ABOUT THIS EXERCISE:
A complete response lists each line of the data below that includes the word "look".

#####

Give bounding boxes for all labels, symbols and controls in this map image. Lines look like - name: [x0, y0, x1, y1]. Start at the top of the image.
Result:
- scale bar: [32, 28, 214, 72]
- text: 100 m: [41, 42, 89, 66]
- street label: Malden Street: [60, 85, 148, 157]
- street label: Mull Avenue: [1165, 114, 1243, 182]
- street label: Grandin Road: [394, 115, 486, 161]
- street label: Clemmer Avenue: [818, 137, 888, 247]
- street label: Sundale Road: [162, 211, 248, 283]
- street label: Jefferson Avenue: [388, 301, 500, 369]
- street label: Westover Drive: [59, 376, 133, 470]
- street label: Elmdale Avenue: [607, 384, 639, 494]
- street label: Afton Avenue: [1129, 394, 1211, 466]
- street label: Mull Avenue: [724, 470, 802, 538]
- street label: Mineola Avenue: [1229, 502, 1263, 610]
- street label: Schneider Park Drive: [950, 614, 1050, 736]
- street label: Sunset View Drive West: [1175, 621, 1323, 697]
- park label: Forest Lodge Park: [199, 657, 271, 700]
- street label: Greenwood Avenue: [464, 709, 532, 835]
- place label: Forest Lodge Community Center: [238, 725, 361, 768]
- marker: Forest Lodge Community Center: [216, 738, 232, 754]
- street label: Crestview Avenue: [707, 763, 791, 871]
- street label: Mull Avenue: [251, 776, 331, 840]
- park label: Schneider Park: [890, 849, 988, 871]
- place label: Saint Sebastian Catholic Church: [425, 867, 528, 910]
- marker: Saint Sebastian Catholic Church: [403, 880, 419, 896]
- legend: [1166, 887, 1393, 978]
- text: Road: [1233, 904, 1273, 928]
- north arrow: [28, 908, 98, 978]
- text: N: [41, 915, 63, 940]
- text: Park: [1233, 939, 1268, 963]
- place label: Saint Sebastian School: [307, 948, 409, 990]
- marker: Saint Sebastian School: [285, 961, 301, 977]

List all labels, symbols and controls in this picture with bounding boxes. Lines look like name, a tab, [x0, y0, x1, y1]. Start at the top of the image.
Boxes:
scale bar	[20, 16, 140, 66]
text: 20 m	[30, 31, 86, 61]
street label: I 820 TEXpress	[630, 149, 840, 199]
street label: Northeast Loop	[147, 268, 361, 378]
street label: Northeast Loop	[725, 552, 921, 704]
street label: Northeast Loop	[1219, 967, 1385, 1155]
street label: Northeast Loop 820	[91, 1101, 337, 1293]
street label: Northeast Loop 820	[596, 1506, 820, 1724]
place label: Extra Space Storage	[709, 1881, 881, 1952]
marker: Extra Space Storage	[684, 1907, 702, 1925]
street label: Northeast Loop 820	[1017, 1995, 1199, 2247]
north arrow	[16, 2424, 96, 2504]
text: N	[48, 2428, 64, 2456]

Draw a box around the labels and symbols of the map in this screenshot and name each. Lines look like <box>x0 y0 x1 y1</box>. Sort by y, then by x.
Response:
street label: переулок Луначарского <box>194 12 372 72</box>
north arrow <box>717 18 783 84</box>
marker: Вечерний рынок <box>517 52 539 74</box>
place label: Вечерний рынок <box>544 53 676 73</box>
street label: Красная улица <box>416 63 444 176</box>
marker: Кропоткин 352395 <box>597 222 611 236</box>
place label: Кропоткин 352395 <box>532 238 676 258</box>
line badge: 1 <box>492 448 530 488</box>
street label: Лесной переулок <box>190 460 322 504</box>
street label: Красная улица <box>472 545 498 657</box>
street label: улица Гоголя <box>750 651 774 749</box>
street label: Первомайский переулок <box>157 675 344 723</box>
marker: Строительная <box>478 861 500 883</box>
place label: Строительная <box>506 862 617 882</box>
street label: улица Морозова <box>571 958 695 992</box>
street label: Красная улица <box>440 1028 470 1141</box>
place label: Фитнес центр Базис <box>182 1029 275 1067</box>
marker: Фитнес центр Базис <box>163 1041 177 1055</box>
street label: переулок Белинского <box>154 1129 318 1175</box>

#####

RESPONSE TO THE TASK:
Give bounding boxes for all labels, symbols and controls in this map image. Lines look like - name: [x0, y0, x1, y1]. Start at the top of the image.
List all labels, symbols and controls in this picture with bounding boxes. Lines look like name, a tab, [x0, y0, x1, y1]. Start at the top of the image.
Draw a box around the labels and symbols of the map in this screenshot and name each. Lines look like <box>x0 y0 x1 y1</box>. Sort by y, then by x.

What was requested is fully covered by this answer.